A seam is a place where you can alter behavior in your program without editing in that place.

To give examples of what a seam is and what it isn't, consider the following Java code:

public class MyClass {
  private final Foo foo;

  public MyClass(Foo foo) {
    this.foo = foo;
  }

  public void doBunchOfStuff(BarFactory barFactory) {
    // foo.doStuff() is a seam because I can inject a mock instance of Foo
    this.foo.doStuff();

    // barFactory.makeBars() is a seam because I can replace the default
    // BarFactory instance with something else during testing
    List<Bar> bars = barFactory.makeBars();
    for(Bar bar : bars) {
      // bar.cut() is also a seam because if I can mock out BarFactory, then
      // I can get the mocked BarFactory to return mocked Bars.
      bar.cut();
    }

    // MyStaticClass.staticCall() is not a seam because I cannot replace
    // staticCall() with different behavior without calling a class besides
    // MyStaticClass, or changing the code in MyStaticClass.
    MyStaticClass.staticCall();

    // This is not a seam either because I can't change the behavior of what
    // happens when instanceCall() occurs with out changing this method or
    // the code in instanceCall().
    (new MyInstanceClass()).instanceCall();
  }
}

The seams exemplified above would be seams unless:

  1. The class being injected is final.
  2. The method being called is final.

Basically, seams facilitate unit testing.

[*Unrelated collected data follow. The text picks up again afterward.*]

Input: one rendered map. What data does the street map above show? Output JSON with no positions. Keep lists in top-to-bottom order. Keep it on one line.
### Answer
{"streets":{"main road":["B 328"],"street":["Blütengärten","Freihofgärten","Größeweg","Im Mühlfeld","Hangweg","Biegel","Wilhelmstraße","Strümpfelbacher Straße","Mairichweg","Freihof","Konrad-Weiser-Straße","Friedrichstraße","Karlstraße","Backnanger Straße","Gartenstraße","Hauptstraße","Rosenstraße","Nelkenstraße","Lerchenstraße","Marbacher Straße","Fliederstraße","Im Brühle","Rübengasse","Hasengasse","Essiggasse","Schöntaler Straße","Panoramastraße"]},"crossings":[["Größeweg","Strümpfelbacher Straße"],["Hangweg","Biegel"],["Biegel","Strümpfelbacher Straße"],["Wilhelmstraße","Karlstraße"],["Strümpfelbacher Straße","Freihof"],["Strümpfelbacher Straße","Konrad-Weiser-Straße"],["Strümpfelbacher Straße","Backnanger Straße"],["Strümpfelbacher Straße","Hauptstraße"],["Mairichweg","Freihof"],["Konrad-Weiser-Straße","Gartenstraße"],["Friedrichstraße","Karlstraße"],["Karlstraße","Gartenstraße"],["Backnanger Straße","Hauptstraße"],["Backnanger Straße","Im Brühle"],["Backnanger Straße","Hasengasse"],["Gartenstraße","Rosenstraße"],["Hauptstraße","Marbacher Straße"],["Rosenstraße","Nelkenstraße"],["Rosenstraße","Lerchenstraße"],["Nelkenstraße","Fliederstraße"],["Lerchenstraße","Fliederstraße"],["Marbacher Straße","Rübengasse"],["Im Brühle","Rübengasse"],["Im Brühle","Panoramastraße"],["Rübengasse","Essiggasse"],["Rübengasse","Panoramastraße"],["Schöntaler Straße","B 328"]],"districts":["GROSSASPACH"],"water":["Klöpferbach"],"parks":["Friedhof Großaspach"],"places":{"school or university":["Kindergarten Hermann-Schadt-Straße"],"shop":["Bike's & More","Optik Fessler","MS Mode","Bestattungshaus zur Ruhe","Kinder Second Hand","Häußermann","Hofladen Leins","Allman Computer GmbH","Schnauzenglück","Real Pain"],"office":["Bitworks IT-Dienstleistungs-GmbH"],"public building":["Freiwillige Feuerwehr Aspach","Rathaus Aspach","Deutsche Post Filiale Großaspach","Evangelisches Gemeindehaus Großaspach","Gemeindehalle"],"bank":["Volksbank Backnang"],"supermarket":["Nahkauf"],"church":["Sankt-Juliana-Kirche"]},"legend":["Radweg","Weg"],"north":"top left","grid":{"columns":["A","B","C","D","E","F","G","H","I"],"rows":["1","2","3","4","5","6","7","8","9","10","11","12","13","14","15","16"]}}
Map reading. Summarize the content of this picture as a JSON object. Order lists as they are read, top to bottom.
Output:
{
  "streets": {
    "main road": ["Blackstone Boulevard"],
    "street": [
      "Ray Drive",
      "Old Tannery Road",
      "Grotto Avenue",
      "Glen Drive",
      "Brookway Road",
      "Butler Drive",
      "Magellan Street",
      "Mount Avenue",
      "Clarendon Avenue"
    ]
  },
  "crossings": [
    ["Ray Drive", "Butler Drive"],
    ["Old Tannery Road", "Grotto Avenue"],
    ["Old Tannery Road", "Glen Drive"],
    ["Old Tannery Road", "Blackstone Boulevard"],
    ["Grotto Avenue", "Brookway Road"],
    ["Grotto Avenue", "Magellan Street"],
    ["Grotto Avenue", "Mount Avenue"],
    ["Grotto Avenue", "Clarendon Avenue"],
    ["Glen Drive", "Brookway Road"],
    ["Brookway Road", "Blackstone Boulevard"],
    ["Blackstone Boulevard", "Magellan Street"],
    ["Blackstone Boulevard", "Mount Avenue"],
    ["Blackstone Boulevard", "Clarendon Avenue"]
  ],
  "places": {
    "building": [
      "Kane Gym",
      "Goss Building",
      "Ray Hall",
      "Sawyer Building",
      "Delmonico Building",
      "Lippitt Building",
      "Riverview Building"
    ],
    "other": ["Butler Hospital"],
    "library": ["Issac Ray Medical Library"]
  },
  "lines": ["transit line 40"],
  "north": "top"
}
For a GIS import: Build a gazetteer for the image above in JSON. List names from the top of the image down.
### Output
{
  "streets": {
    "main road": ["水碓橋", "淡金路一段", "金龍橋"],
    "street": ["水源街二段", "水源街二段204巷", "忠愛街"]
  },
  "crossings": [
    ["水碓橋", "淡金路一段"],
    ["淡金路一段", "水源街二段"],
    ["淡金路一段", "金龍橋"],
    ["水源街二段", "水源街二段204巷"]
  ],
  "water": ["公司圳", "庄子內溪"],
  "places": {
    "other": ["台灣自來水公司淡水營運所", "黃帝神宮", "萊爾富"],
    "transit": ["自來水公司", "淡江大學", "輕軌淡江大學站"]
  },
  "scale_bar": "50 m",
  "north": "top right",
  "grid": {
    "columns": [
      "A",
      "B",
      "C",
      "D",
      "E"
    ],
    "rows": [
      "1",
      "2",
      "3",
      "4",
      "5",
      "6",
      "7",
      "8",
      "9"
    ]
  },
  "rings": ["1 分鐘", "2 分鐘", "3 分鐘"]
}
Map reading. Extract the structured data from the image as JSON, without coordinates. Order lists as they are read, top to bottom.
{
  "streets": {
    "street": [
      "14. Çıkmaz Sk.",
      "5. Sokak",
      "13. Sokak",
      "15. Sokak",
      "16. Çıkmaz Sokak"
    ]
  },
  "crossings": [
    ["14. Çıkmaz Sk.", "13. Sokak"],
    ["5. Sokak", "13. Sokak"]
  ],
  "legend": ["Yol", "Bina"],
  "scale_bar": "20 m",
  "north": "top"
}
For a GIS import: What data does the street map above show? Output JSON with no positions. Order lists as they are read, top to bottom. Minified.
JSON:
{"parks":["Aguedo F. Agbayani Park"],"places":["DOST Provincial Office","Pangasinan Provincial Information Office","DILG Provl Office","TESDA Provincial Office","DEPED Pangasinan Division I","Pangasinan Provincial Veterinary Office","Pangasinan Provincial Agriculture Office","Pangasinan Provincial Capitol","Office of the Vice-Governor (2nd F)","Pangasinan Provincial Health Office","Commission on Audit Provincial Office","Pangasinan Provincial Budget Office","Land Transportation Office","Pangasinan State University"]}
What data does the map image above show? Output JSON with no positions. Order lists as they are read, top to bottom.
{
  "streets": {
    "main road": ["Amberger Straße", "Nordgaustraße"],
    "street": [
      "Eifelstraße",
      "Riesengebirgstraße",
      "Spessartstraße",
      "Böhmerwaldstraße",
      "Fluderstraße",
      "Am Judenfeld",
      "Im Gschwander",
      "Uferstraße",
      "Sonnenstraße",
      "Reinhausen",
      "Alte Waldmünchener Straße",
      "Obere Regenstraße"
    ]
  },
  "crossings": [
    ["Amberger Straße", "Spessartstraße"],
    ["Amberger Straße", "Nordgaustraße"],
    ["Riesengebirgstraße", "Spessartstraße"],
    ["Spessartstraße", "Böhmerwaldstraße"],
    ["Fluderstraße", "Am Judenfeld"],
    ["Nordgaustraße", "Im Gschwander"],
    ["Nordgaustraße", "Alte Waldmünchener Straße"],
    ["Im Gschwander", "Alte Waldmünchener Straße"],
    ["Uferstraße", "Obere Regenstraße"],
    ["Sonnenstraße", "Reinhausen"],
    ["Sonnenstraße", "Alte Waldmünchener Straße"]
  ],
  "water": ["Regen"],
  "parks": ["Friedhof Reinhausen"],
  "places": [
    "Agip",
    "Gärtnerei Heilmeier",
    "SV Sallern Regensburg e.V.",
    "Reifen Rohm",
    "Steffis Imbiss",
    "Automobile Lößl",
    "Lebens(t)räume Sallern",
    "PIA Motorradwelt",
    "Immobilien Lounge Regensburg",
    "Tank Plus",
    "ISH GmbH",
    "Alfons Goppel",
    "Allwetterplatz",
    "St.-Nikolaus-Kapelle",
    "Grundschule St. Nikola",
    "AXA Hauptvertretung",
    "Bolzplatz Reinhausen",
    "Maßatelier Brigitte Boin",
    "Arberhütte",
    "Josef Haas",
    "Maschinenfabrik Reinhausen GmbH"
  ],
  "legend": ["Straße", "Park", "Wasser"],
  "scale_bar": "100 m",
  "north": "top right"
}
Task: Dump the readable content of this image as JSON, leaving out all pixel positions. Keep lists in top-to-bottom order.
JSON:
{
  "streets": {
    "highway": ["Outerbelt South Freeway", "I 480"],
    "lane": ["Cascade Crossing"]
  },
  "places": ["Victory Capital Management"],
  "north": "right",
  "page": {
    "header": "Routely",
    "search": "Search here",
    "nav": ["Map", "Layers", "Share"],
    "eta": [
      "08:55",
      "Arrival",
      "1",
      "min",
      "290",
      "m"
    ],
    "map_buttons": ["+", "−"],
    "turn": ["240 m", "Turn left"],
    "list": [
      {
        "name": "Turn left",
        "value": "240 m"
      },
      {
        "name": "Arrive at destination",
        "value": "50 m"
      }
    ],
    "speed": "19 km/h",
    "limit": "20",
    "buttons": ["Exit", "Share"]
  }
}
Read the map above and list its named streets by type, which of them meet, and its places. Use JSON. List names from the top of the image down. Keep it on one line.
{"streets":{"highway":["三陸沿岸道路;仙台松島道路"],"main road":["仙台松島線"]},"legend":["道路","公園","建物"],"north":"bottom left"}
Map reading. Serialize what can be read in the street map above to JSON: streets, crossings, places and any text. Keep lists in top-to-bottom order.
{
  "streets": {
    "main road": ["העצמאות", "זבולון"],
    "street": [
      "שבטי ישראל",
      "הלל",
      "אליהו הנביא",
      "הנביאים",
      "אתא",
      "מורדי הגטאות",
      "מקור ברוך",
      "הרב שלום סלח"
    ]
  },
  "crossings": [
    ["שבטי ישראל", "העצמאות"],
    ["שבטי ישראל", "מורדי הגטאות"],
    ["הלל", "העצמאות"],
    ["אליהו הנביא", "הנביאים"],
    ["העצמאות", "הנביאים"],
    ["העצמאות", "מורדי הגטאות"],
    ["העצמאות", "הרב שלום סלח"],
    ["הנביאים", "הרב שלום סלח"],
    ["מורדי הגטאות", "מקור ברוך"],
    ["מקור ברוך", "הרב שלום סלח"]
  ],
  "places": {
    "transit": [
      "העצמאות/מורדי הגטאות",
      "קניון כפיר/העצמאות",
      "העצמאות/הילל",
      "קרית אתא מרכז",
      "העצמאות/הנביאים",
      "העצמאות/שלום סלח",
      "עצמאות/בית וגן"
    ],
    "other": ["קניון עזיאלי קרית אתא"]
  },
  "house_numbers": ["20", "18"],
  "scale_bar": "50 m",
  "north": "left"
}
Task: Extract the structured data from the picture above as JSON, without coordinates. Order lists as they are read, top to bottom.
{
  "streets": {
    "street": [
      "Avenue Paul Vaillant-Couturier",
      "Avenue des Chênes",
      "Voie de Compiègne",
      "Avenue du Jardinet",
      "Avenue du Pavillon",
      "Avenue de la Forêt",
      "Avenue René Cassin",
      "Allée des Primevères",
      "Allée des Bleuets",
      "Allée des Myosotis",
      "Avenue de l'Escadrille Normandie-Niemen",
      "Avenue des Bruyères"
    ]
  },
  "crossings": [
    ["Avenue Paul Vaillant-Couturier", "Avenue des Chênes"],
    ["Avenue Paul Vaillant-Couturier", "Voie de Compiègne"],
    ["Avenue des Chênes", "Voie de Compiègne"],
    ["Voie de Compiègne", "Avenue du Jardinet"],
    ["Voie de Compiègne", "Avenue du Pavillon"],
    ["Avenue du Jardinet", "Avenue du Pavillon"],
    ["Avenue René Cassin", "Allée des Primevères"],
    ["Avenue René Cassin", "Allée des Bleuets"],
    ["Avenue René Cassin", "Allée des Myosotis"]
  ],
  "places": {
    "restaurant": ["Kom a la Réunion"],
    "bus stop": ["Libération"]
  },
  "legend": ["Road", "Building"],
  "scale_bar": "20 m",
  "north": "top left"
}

I can't write a unit test for MyClass because of the calls to MyStaticClass.staticCall() and (new MyInstanceClass()).instanceCall(). Any unit test for MyClass's doBunchOfStuff() method would have to test MyStaticClass.staticCall() and (new MyInstanceClass()).instanceCall() and all of their dependencies that get called. Conversely, by using non-final classes with non-final methods (or better yet - interfaces), the injected instances of Foo and BarFactory make unit tests for MyClass possible to write by facilitating mocking.